BLT salad with cocktail tomatoes, pancetta, green asparagus, and mustard dressing

BLT salad with cocktail tomatoes, pancetta, green asparagus, und mustard dressing

These are the ingredients you need

12 cocktail tomatoes, halved - 4 green asparagus stalks - 4 lettuce hearts, cut into strips length-wise - 12 slices of pancetta or high-quality pork belly - 1 tbsp mayonnaise - 1 tbsp coarse mustard - 1 tbsp white wine vinegar - 4 tbsp extra virgin olive oil - pepper

Preparation

Cut off the bottom 5 cm of the asparagus and throw this away. Bring a pan of water to the boil and cook the asparagus for 2 minutes until al dente. Cool these down in cold water and cut them into thirds. Evenly fry the pancetta slices in a large frying pan over low heat.
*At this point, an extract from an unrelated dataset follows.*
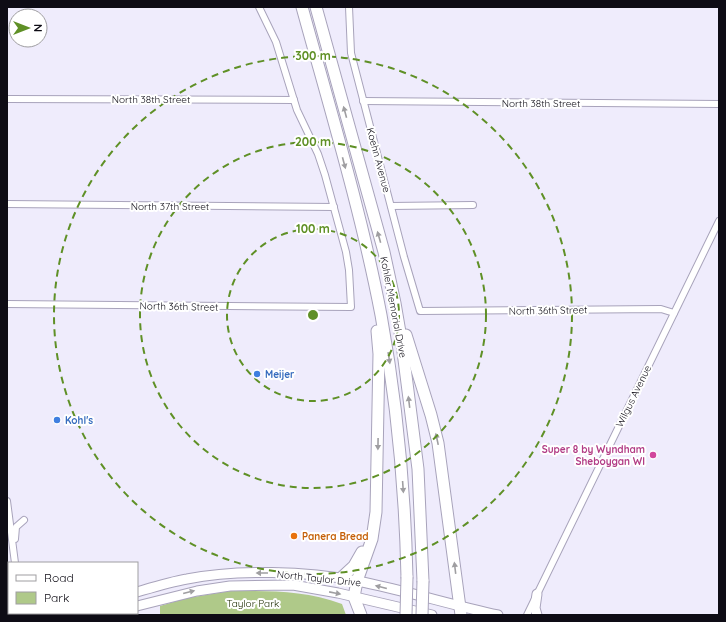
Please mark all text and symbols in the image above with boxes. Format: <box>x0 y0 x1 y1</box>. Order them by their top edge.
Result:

Mix the mayonnaise, mustard, vinegar, and olive oil in a bowl. Add the strips of lettuce heart, the tomato halves, and 4 slices of coarsely chopped pancetta. Plate up the salad and garnish with the rest of the pancetta. Freshly grind a little black pepper over it.

Tip: Lay small tomatoes down on their sides when you slice them. The tomato halves will be much prettier for this!